* AVAILABLE DATA
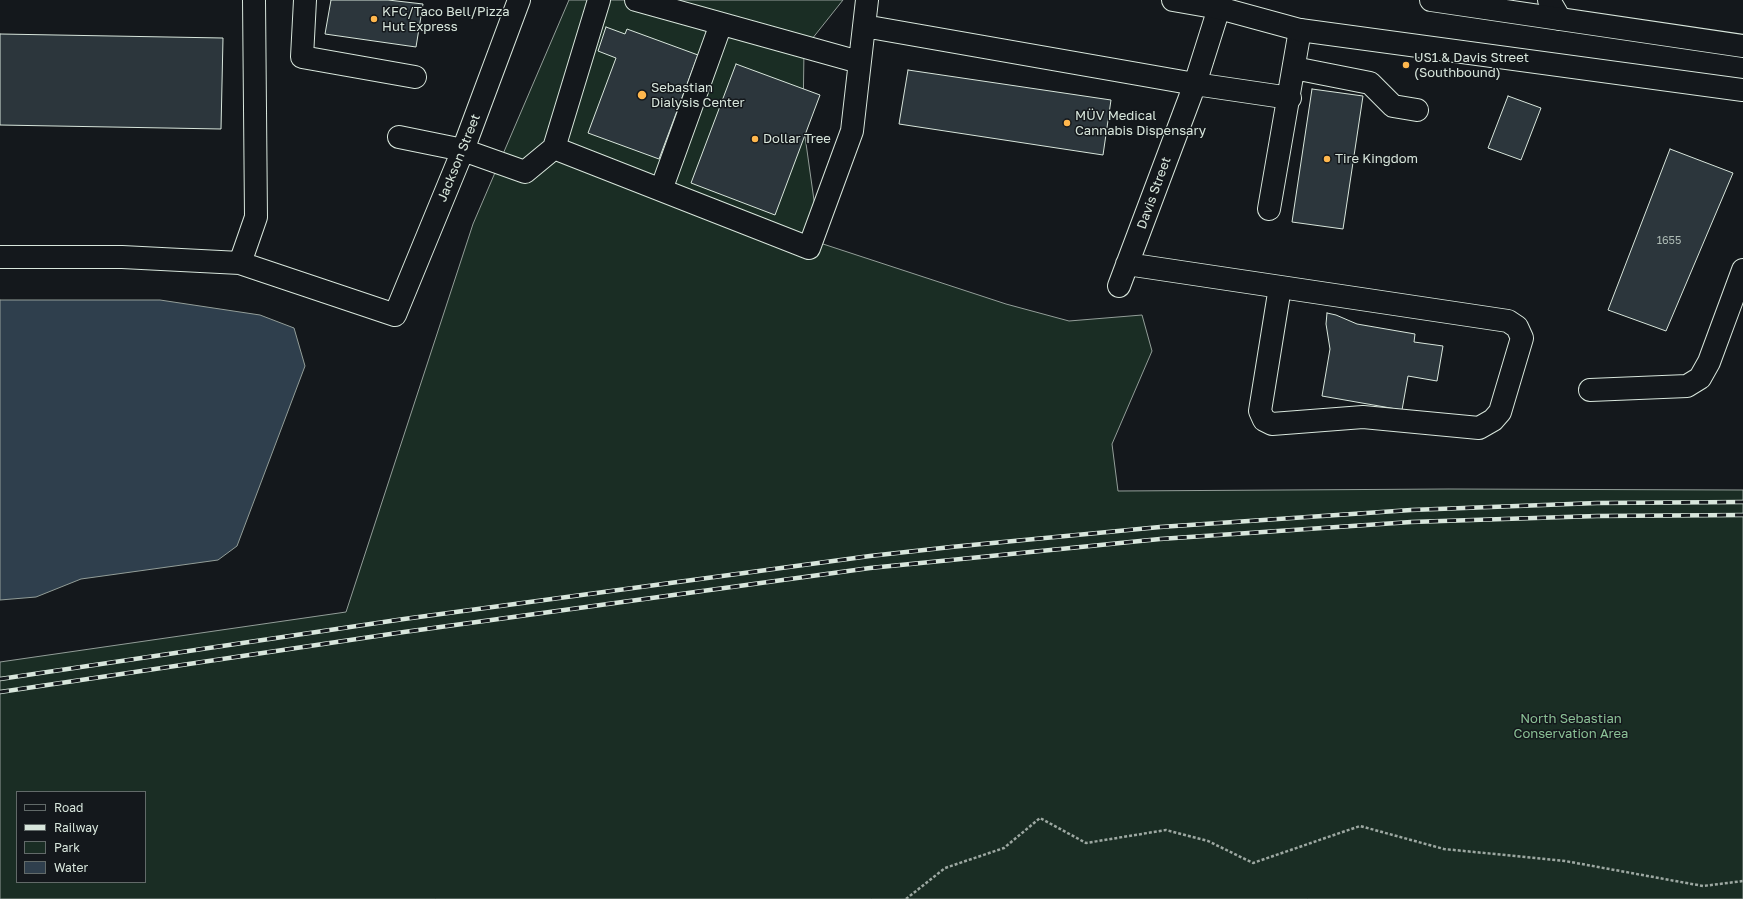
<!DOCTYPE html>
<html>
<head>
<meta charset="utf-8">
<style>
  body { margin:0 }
  #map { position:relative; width:1743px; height:899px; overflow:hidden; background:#14181c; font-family:"Golos Text",sans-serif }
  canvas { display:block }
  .legend { position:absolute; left:16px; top:791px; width:130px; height:92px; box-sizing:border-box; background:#14181c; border:1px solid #626a69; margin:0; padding:5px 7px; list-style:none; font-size:12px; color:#d8e6dc }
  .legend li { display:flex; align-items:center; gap:8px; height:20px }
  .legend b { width:20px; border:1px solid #626a69 }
</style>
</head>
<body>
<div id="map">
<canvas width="1743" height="899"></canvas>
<ul class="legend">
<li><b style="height:5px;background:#14181c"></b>Road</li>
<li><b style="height:5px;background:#d8e6dc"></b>Railway</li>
<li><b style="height:11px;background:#1a2d24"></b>Park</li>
<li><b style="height:11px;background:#2f3f4d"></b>Water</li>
</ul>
</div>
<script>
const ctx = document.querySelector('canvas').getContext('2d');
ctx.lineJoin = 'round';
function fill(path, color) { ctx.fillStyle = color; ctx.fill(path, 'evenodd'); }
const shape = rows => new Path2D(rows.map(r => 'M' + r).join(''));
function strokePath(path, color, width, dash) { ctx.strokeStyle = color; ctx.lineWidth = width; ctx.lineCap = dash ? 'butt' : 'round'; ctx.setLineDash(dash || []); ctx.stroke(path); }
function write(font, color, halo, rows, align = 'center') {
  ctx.font = font + ' "Golos Text",sans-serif'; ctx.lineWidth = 3; ctx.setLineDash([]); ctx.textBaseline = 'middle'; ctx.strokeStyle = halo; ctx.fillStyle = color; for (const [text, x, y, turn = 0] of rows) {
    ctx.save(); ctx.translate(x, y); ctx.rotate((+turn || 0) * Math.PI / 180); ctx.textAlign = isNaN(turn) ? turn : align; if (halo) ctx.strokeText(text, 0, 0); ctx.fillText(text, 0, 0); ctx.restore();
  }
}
const green = shape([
  [569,0,843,0,804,49,803,122,820,243,1006,304,1069,321,1142,315,1152,351,1112,444,1118,491,1448,489,1743,490,1743,899,0,899,0,662,346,612,473,224,569,0],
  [17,792,145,792,145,882,17,882,17,792]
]);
const water = shape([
  [0,300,160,300,260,315,294,328,305,366,237,546,218,560,81,579,36,597,0,600,0,300]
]);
const building = shape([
  [331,0,388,0,423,4,416,47,325,34,331,0],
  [606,27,625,34,627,29,698,55,659,159,588,133,616,58,598,51,606,27],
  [0,34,223,38,221,129,0,125,0,34],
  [736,64,820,95,775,215,691,183,736,64],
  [908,70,1111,100,1103,155,899,124,908,70],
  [1312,89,1363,96,1343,229,1292,222,1312,89],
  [1508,96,1541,108,1521,160,1488,148,1508,96],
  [1670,149,1733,173,1666,331,1608,310,1670,149],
  [1327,313,1336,315,1357,324,1415,334,1414,342,1443,346,1437,381,1408,376,1402,410,1322,396,1330,349,1326,324,1327,313]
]);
const path = shape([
  [906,899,945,868,1004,848,1040,818,1086,843,1166,830,1208,841,1253,863,1360,826,1444,849,1565,861,1703,886,1743,881]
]);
const minor = shape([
  [305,0,302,57,415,77],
  [636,0,859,62],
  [1549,0,1560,19],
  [864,26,1195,84,1290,98],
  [1294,68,1370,83,1393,106,1417,110],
  [399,137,463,150,525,172,554,148,809,248,852,131,867,0],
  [554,148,599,0],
  [661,190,721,24],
  [1269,209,1300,30],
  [0,257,122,257,240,263,395,315,463,150,519,0],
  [240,263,256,217,254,0],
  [1127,264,1508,321,1517,327,1522,338,1500,412,1493,420,1479,428,1363,417,1272,424,1264,420,1260,411,1280,287],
  [1119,286,1195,84,1219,8],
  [1590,390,1687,386,1700,378,1709,362,1743,270]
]);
const major = shape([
  [1173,0,1219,8,1300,30,1743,90],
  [1431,0,1743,46]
]);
const rail = shape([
  [0,679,404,619,870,556,951,547,1160,527,1411,510,1597,503,1743,502],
  [0,692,404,632,870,568,951,560,1160,539,1411,522,1597,516,1743,515]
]);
const markers = [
  [374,19,4,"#ffb74d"],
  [1406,65,4,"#ffb74d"],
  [642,95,5,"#ffb74d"],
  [1067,123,4,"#ffb74d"],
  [755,139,4,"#ffb74d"],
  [1327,159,4,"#ffb74d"]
];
const numberNames = [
  ["1655",1669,241]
];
const poiNames = [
  ["KFC/Taco Bell/Pizza",382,12],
  ["Hut Express",382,27],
  ["US1 & Davis Street",1414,58],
  ["(Southbound)",1414,73],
  ["Sebastian",651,88],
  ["Dialysis Center",651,103],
  ["MÜV Medical",1075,116],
  ["Cannabis Dispensary",1075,131],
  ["Dollar Tree",763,139],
  ["Tire Kingdom",1335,159]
];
const streetNames = [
  ["Jackson Street",459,158,-68],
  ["Davis Street",1154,193,-70]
];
const parkNames = [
  ["North Sebastian",1571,719],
  ["Conservation Area",1571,734]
];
fill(green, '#1a2d24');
strokePath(green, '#939e99', 1);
fill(water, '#2f3f4d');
strokePath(water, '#939e99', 1);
fill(building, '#2c363c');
strokePath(building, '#d8e6dc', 1);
strokePath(minor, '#d8e6dc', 24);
strokePath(major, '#d8e6dc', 24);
strokePath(path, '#9da8a2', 2.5, [3, 2]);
strokePath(minor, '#14181c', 22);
strokePath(major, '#14181c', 22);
strokePath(rail, '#d8e6dc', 4.5);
strokePath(rail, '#14181c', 3, [9]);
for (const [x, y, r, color] of markers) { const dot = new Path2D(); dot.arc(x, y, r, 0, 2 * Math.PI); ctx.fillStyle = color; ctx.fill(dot); strokePath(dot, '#14181c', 1.5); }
write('11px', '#adbab4', null, numberNames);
write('13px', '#d8e6dc', '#14181c', poiNames, 'left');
write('13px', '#d8e6dc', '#14181c', streetNames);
write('13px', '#8ac095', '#14181c', parkNames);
</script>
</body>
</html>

* WORK ITEM
Go through the listing and copy each line that includes the string "lineWidth".

* SOLUTION FOR THIS TASK
function strokePath(path, color, width, dash) { ctx.strokeStyle = color; ctx.lineWidth = width; ctx.lineCap = dash ? 'butt' : 'round'; ctx.setLineDash(dash || []); ctx.stroke(path); }
  ctx.font = font + ' "Golos Text",sans-serif'; ctx.lineWidth = 3; ctx.setLineDash([]); ctx.textBaseline = 'middle'; ctx.strokeStyle = halo; ctx.fillStyle = color; for (const [text, x, y, turn = 0] of rows) {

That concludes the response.